New Chinese Law a ‘Death Warrant’ for Endangered Rhinos and Tigers

Animals

China alarmed animal rights activists around the world Monday when it weakened a 25-year-old ban on the trading of tiger bone and rhinoceros horn, the Huffington Post reported.

China said the controversial parts would now be allowed to be used for medicine and research at certified hospitals. The government further said the parts would only be sourced from farmed animals, but conservationists say that it is hard to tell whether parts come from legal farming or illegal poaching.
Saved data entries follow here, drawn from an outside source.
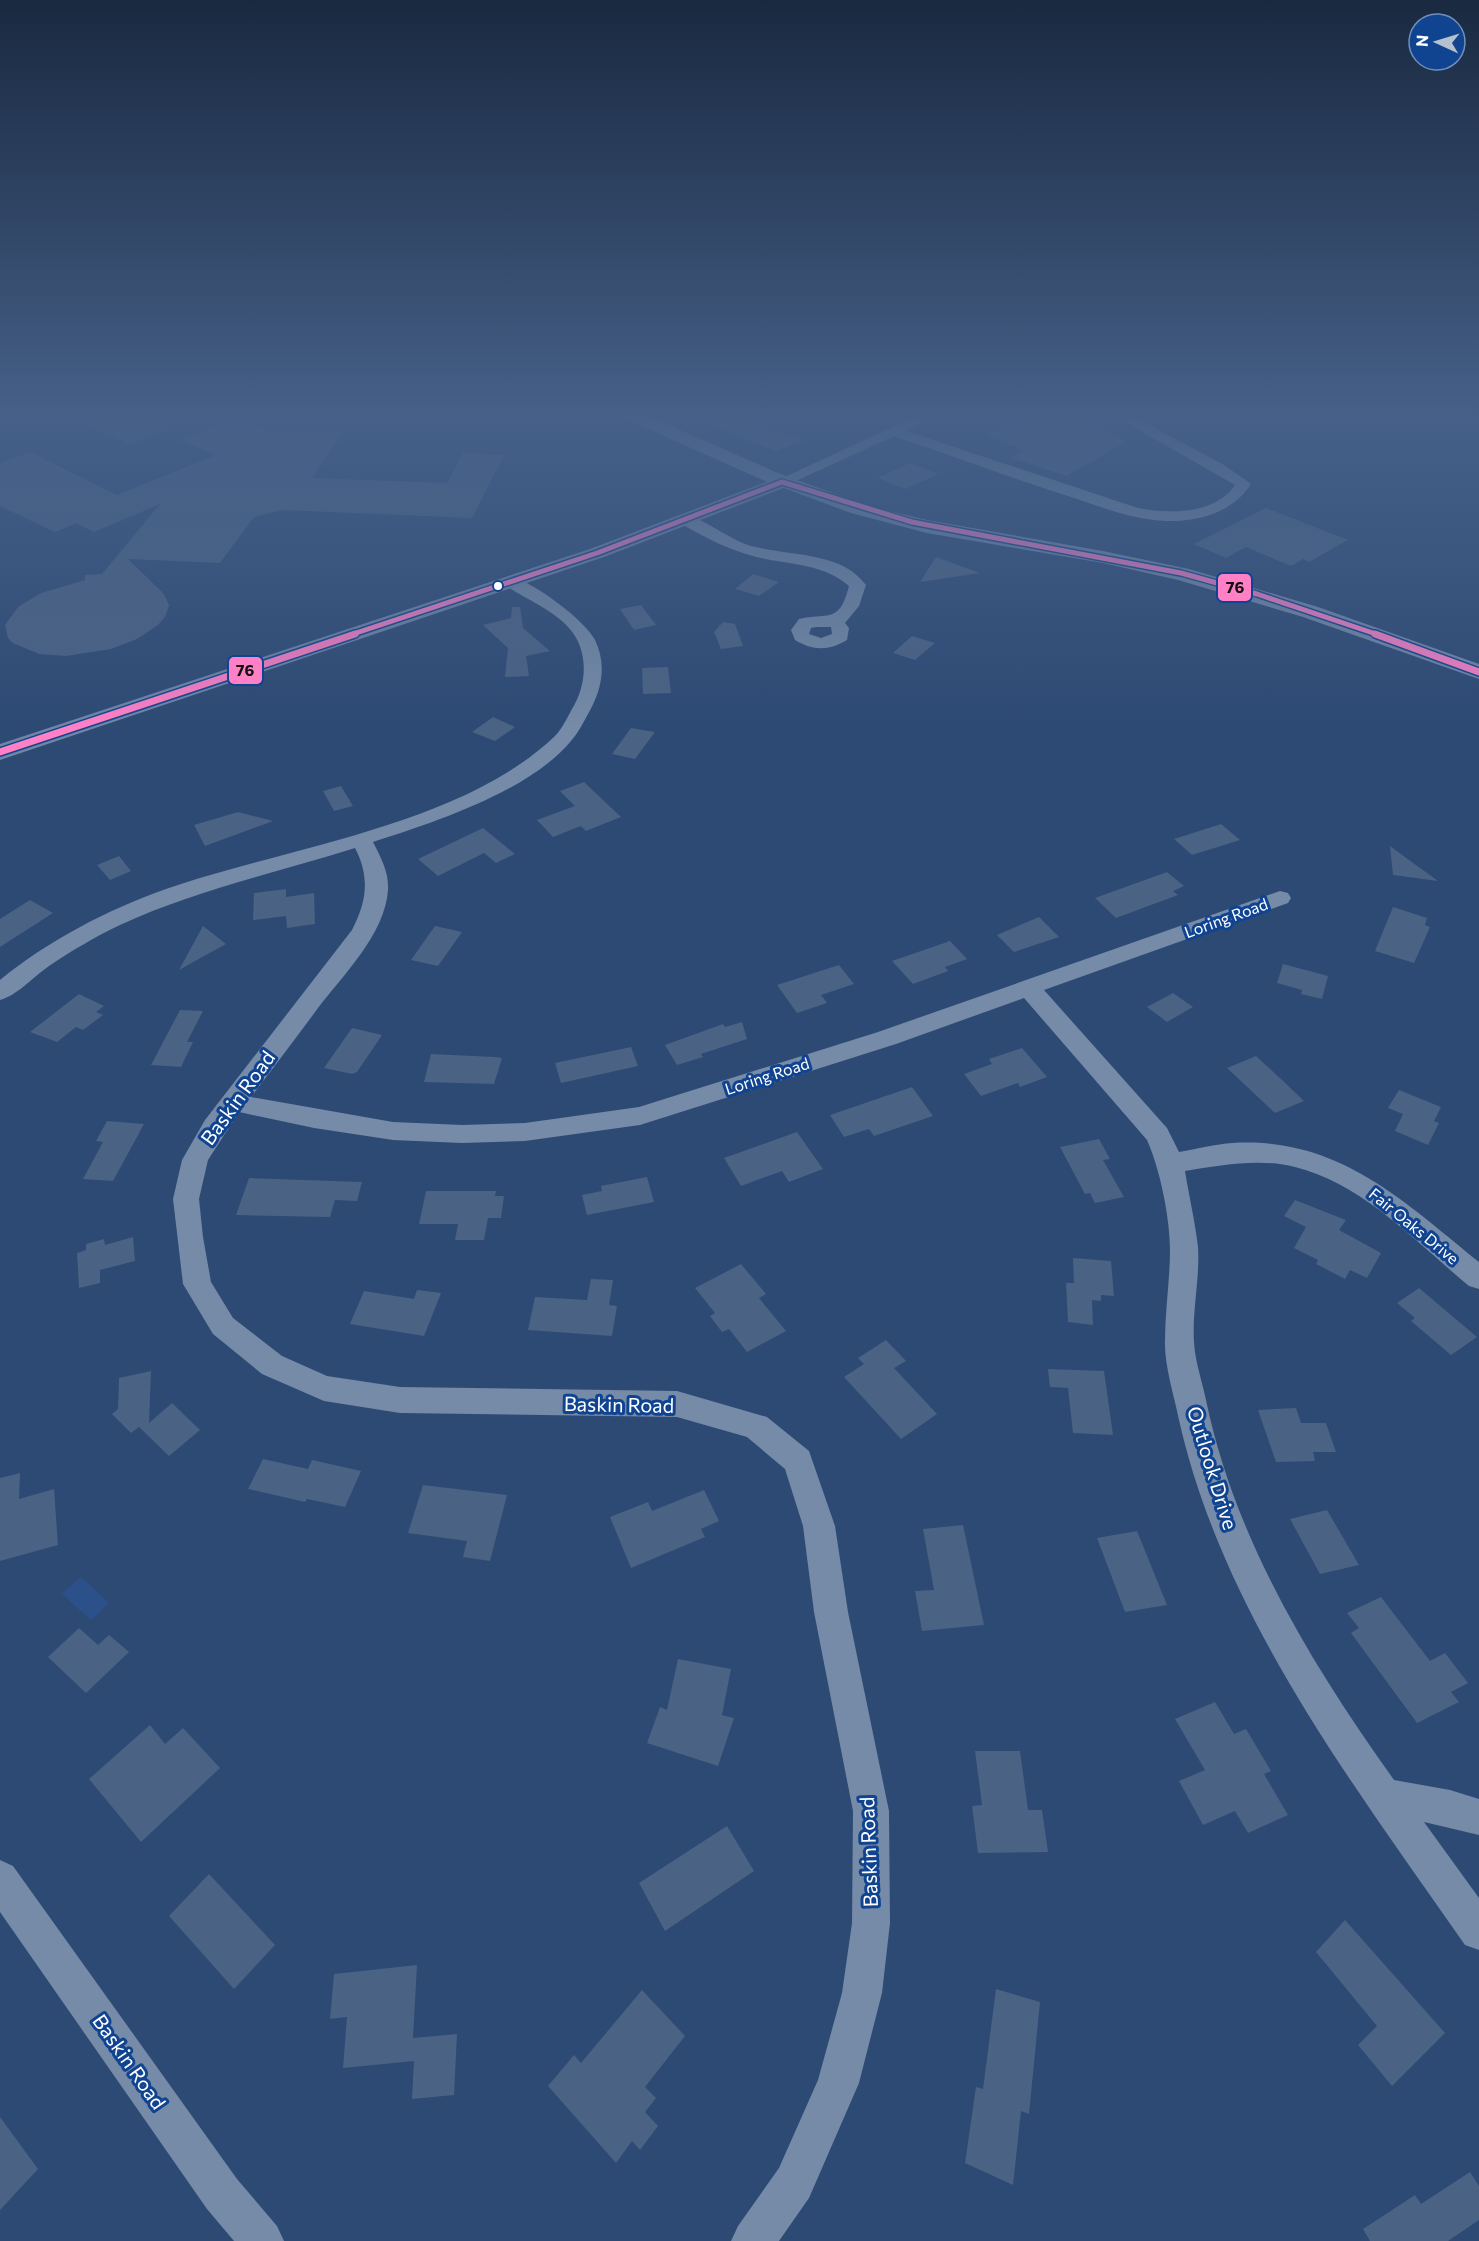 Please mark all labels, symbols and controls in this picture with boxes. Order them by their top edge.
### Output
north arrow [1407,12,1467,72]
text: N [1412,34,1431,48]
line badge: 76 [1217,573,1252,602]
text: 76 [1226,577,1244,596]
unlabelled marker [492,580,504,592]
line badge: 76 [228,656,263,685]
text: 76 [236,660,254,679]
street label: Loring Road [1181,894,1270,941]
street label: Baskin Road [195,1046,279,1149]
street label: Loring Road [722,1053,811,1098]
street label: Fair Oaks Drive [1366,1184,1463,1268]
street label: Baskin Road [564,1391,674,1417]
street label: Outlook Drive [1183,1403,1243,1532]
street label: Baskin Road [854,1796,882,1908]
street label: Baskin Road [88,2009,171,2114] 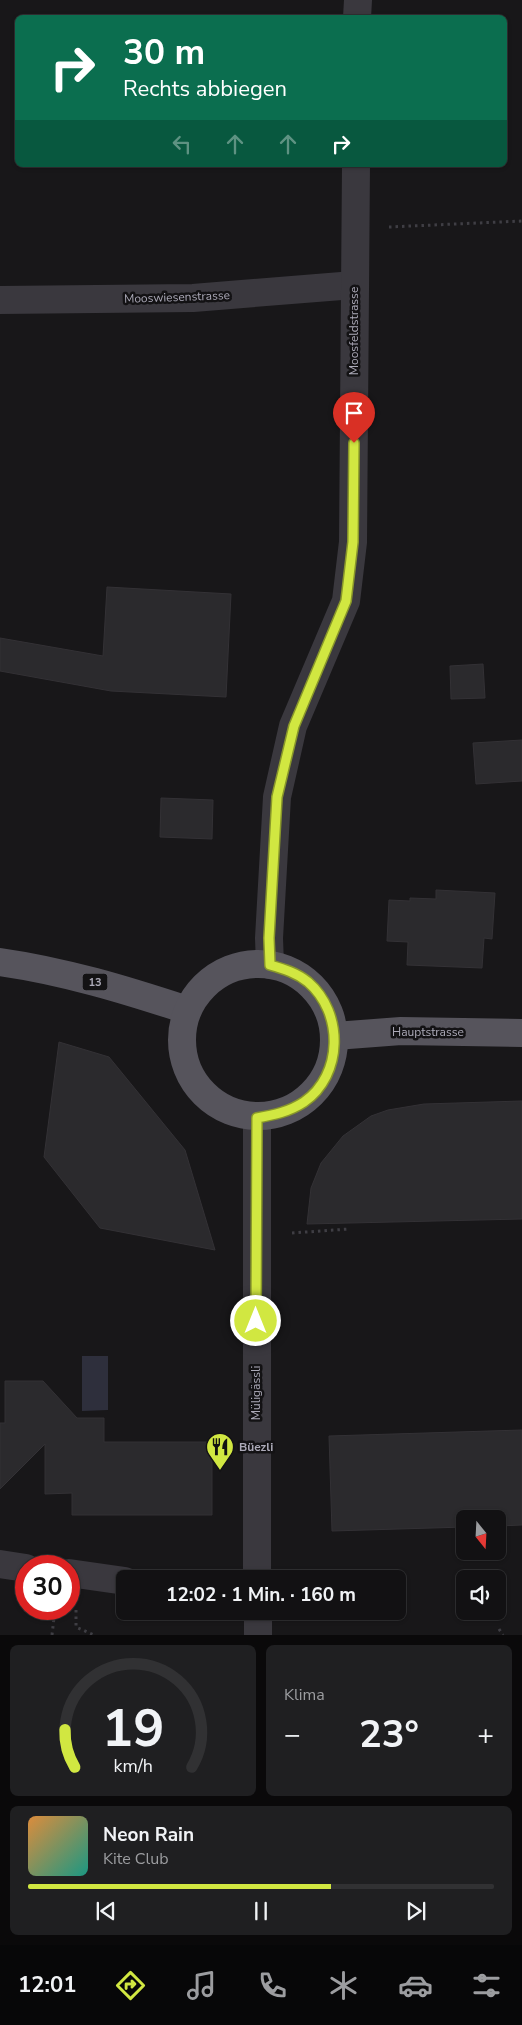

“With this announcement, the Chinese government has signed a death warrant for imperiled rhinos and tigers in the wild who already face myriad threats to their survival,” Humane Society International wildlife program and policy senior specialist Iris Ho said in a statement. “It sets up what is essentially a laundering scheme for illegal tiger bone and rhino horn to enter the marketplace and further perpetuate the demand for these animal parts. This is a devastating blow to our ongoing work to save species from cruel exploitation and extinction, and we implore the Chinese government to reconsider.”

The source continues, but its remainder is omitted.